MYOB, mom. It’s part of growing up.
Anonymous
OP, this is tough b/c obviously you only want your DD associating with the right kind of people. Fat, illiterate, trashy, slovenly people are contagious, and some of that may rub off on your DD. Which could destroy her chance at happiness in life, because then other people -- the winners of this world -- will avoid HER.

Now SOME people will tell you that kindness, loyalty, resilience, honesty are what matters in a friend, but you and I both know what really matters is how thin you are, and what college you go to, and whether you are reading this year's Pulitzer Prize winning book. (Well, maybe not read the whole thing, but at least listen to the review on NPR).

So it's tough. If you crack down on the friendship, DD may rebel, and she may come to see you as elitist and shallow, which could really put a damper on your mother-daughter bond (No more mani/pedis).

However, if you let her hang out there, she could catch some of her friend's disease, and that would be tragic.
Anonymous
Anonymous wrote:
Anonymous wrote:OP here. I don’t want her eating all that crap. I just don’t. So I guess my option is to just say no to her going over there and say the friend can come to our house?

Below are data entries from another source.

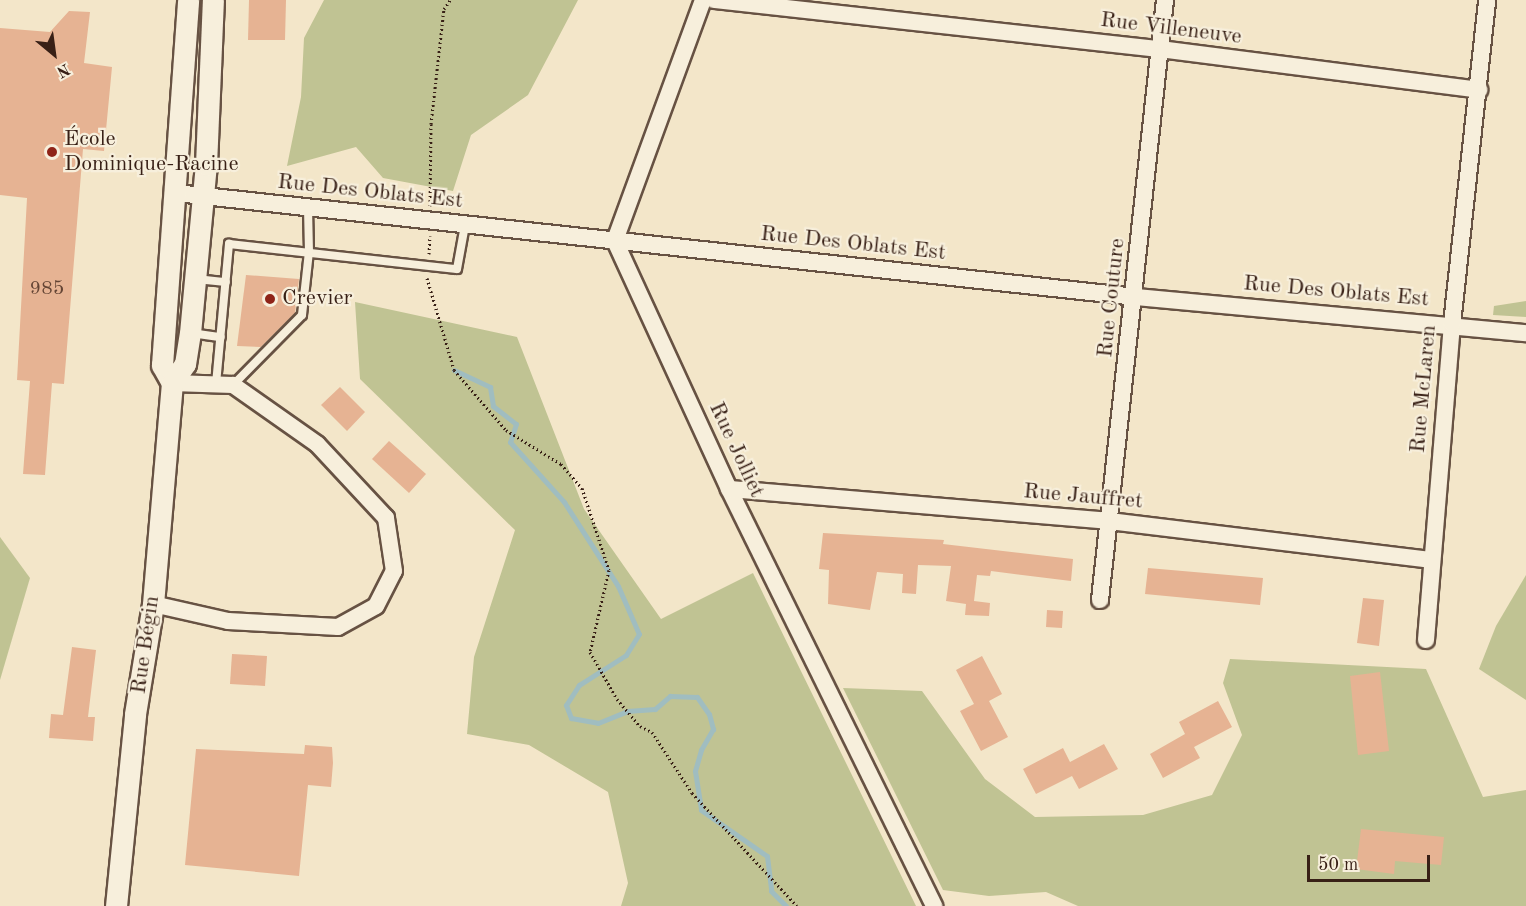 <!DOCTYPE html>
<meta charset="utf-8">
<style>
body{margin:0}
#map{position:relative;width:1526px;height:906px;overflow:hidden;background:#f3e6c9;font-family:"Old Standard TT",serif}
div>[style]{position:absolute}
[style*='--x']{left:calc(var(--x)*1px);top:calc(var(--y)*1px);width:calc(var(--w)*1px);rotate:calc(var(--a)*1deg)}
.green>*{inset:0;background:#c0c393}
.stream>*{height:5px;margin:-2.5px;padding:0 2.5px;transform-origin:2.5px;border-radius:2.5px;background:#a0bdc0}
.building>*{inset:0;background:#e6b393}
.path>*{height:3px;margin-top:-1.5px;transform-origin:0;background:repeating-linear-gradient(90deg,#382016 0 1.5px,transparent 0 4.5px)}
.roads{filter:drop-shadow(2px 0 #675243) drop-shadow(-2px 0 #675243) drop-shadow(0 2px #675243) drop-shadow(0 -2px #675243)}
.service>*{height:8px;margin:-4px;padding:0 4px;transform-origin:4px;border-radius:4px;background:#f7efdc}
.minor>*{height:16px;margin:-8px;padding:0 8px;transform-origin:8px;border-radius:8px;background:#f7efdc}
.tertiary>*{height:21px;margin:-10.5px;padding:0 10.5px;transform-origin:10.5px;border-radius:10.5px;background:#f7efdc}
.dots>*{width:16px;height:16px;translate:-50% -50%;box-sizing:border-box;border:3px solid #f7efdc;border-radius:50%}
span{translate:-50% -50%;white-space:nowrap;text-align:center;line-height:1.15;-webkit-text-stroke:4.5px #f7efdc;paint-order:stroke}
.number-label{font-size:20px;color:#644535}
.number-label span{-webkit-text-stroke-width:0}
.street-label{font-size:22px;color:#382016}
.poi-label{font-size:22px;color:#382016}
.left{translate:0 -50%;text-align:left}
.north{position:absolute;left:24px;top:24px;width:60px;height:60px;-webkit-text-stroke:4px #f7efdc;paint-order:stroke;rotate:151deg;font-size:16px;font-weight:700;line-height:24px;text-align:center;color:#382016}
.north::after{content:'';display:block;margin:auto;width:21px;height:27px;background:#382016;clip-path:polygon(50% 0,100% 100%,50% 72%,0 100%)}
.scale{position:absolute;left:1307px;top:855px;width:123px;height:27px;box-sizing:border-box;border:3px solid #382016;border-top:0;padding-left:8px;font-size:18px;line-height:21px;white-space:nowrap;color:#382016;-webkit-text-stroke:4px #f7efdc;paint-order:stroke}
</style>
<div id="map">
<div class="green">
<i style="clip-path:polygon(324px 0,578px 0,528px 95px,471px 135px,453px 191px,383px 178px,356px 147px,287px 166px,301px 97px,304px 38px)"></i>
<i style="clip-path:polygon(1526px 301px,1526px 317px,1493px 315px,1494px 306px)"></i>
<i style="clip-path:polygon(355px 302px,517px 337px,584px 509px,661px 619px,753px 573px,916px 906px,621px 906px,628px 883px,608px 792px,529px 745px,467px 734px,474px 657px,515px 530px,360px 379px)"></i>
<i style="clip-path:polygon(0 537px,30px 578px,0 680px)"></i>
<i style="clip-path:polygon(1526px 575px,1526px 700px,1479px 669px,1496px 626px)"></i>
<i style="clip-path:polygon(1230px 659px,1426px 669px,1483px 797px,1526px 790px,1526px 906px,1078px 906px,1046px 892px,989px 896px,943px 890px,843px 688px,922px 691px,985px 779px,1035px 817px,1143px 815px,1212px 795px,1242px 735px,1223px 683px)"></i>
</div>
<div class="stream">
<i style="--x:454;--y:370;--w:40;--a:25"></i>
<i style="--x:490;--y:387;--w:19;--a:81"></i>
<i style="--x:493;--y:406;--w:29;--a:38"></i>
<i style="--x:516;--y:424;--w:19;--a:108"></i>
<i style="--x:510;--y:442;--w:81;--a:48"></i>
<i style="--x:564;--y:502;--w:100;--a:57.3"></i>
<i style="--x:618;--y:586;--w:52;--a:66.4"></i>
<i style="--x:639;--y:634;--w:25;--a:122"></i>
<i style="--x:626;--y:655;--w:56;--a:147.4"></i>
<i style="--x:579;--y:685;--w:24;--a:123"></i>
<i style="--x:566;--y:705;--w:14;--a:69"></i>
<i style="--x:571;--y:718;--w:27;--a:10"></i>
<i style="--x:598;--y:723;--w:31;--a:-22"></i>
<i style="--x:627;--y:711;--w:28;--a:-4"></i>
<i style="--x:655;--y:709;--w:20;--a:-41"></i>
<i style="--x:670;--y:696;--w:27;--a:2"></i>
<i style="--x:697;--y:697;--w:21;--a:55"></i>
<i style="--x:709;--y:714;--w:16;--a:75"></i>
<i style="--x:713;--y:729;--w:24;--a:120"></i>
<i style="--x:701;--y:750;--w:22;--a:106"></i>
<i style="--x:695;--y:771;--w:39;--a:81"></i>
<i style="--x:701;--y:810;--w:80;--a:34.9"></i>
<i style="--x:767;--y:856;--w:35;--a:83"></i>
<i style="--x:771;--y:891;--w:21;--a:45"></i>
</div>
<div class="building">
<i style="clip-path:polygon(249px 0,286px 0,285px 40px,248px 40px)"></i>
<i style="clip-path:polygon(69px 11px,90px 12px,84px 63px,112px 67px,104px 151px,83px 149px,64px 384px,52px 383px,45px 475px,23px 474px,30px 381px,17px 380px,27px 198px,0 195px,0 28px,50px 32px)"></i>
<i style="clip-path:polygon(246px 275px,299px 279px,295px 313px,261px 347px,237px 346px)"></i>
<i style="clip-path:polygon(340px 387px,365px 412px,347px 431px,321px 405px)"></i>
<i style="clip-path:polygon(389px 441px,426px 474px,409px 493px,372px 459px)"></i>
<i style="clip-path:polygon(823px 533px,944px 540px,943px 544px,1073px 559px,1071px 581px,991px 571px,990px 576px,977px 575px,974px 601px,990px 603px,989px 616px,965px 615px,966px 604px,946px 601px,951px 566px,918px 565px,916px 594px,902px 593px,903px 574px,877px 572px,870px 610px,828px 604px,829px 570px,819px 569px)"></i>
<i style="clip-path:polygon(1148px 568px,1263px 578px,1260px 605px,1145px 594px)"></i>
<i style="clip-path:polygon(1363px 598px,1384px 600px,1379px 646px,1357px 643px)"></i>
<i style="clip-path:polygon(1047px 610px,1063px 611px,1062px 628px,1046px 627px)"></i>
<i style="clip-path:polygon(72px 647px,96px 650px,88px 717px,95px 717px,93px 741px,49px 738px,51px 714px,63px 715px)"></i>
<i style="clip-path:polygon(232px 654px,267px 656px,265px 686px,230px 684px)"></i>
<i style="clip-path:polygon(982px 656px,1002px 694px,989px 701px,1008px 737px,981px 751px,960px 711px,974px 704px,956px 670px)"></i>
<i style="clip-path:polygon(1380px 672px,1389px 751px,1358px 755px,1350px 676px)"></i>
<i style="clip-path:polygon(1218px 701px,1232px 727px,1194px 747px,1200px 758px,1163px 778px,1150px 754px,1185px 734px,1179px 722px)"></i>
<i style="clip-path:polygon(1104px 744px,1118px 769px,1079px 789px,1072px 776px,1036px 794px,1023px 769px,1063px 748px,1070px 762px)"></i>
<i style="clip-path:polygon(305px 745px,332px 747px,333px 763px,331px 787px,308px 785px,299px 876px,185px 865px,196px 749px,304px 754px)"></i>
<i style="clip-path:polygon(1361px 829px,1444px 837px,1441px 865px,1395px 861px,1394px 874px,1356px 869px)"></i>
</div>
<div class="path">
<i style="--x:430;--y:206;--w:82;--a:-89.3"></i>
<i style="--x:431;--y:124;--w:116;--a:-83.6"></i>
<i style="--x:444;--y:9;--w:11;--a:-56"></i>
<i style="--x:429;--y:254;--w:18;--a:-87"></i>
<i style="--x:427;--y:278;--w:96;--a:73.6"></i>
<i style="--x:454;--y:370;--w:79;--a:49.1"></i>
<i style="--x:506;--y:430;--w:65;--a:31.7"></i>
<i style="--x:561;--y:464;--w:32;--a:49"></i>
<i style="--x:582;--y:488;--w:86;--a:71.8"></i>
<i style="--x:609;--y:570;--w:84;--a:103"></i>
<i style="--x:590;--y:652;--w:54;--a:60.1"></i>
<i style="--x:617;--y:699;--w:35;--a:50"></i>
<i style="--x:640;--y:726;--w:13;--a:27"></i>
<i style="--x:652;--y:732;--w:73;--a:56.7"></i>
<i style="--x:692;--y:793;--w:154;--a:47.1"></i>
</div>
<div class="roads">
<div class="service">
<i style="--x:196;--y:279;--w:30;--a:6"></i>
<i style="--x:191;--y:333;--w:30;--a:8"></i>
<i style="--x:216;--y:384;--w:141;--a:-84.7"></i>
<i style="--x:229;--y:244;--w:229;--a:6.3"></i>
<i style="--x:457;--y:269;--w:45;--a:-79.7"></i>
<i style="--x:233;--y:385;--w:98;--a:-45.4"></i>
<i style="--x:302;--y:315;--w:63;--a:-83.7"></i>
<i style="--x:309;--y:252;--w:44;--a:-91.3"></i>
</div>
<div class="minor">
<i style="--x:703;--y:0;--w:257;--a:110.1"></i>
<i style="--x:615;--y:241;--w:273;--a:65.3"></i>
<i style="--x:729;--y:489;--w:465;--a:63.8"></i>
<i style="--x:714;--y:0;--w:449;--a:6.3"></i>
<i style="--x:1160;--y:49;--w:322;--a:7.3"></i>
<i style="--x:176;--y:193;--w:966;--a:6.18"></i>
<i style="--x:1136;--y:297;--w:392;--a:5.3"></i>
<i style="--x:729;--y:489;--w:381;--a:4.8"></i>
<i style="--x:1109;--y:521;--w:324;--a:6.9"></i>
<i style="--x:1100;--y:600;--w:604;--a:-83.82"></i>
<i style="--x:153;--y:604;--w:77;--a:12.8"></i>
<i style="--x:228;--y:621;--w:110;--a:3.1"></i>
<i style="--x:338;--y:627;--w:43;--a:-28.9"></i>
<i style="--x:376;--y:606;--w:39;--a:-63"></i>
<i style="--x:394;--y:571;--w:54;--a:-98.6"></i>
<i style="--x:386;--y:518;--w:101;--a:-133"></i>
<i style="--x:317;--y:444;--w:103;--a:-144.9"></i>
<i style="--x:233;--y:385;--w:61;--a:-178.1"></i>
<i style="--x:1426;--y:640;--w:317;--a:-85.3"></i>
<i style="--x:1452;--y:324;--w:326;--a:-83.8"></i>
</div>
<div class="tertiary">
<i style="--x:172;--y:383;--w:21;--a:-119"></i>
<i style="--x:162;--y:365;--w:366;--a:-85.9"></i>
<i style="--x:116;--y:906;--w:193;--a:-84.3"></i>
<i style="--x:135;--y:714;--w:111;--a:-80.7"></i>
<i style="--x:153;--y:604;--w:222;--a:-85.1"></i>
<i style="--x:172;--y:383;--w:23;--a:-56"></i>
<i style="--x:185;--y:364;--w:31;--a:-81"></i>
<i style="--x:190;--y:333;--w:169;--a:-84.6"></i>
<i style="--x:206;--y:165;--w:165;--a:-87.6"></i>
</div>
</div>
<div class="dots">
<i style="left:52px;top:152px;background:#8f2418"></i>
<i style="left:270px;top:299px;background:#8f2418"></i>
</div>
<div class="number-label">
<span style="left:47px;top:289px">985</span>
</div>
<div class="street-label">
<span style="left:1171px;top:29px;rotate:7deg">Rue Villeneuve</span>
<span style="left:370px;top:192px;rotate:6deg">Rue Des Oblats Est</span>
<span style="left:853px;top:244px;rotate:6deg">Rue Des Oblats Est</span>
<span style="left:1336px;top:292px;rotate:5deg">Rue Des Oblats Est</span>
<span style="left:1112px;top:298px;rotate:-84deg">Rue Couture</span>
<span style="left:1424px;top:389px;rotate:-85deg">Rue McLaren</span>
<span style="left:736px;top:450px;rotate:65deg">Rue Jolliet</span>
<span style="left:1083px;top:497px;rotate:5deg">Rue Jauffret</span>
<span style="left:146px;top:645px;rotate:-82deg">Rue Bégin</span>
</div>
<div class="poi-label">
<span class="left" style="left:64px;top:152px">École<br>Dominique-Racine</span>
<span class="left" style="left:282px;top:299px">Crevier</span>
</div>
<div class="north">N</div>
<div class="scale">50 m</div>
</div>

Yes. Her family probably grew up poor and this is all they know. I would invite her to your house as much as possible.

Personally, I am really grateful for my friends' parents who did this for me. I was that same little girl, and learned much better habits from my friends' families that I carried into my adult life.


Same pp here. Don't listen to these mean people, but realize that you need to have some empathy for the girl and her family.

My parents were way to tired to take hikes or participate in any other activities because they were exhausted from work. So realize their daughter doesn't know any other way unless she sees other people doing it. And her parents probably grew up they way they are parenting, or are too exhausted to do otherwise.
Anonymous
17:12 again. How many of you go on regular family hikes with your teens? Not happening in my house. There are not a lot of family activities right now with the moody hormones raging.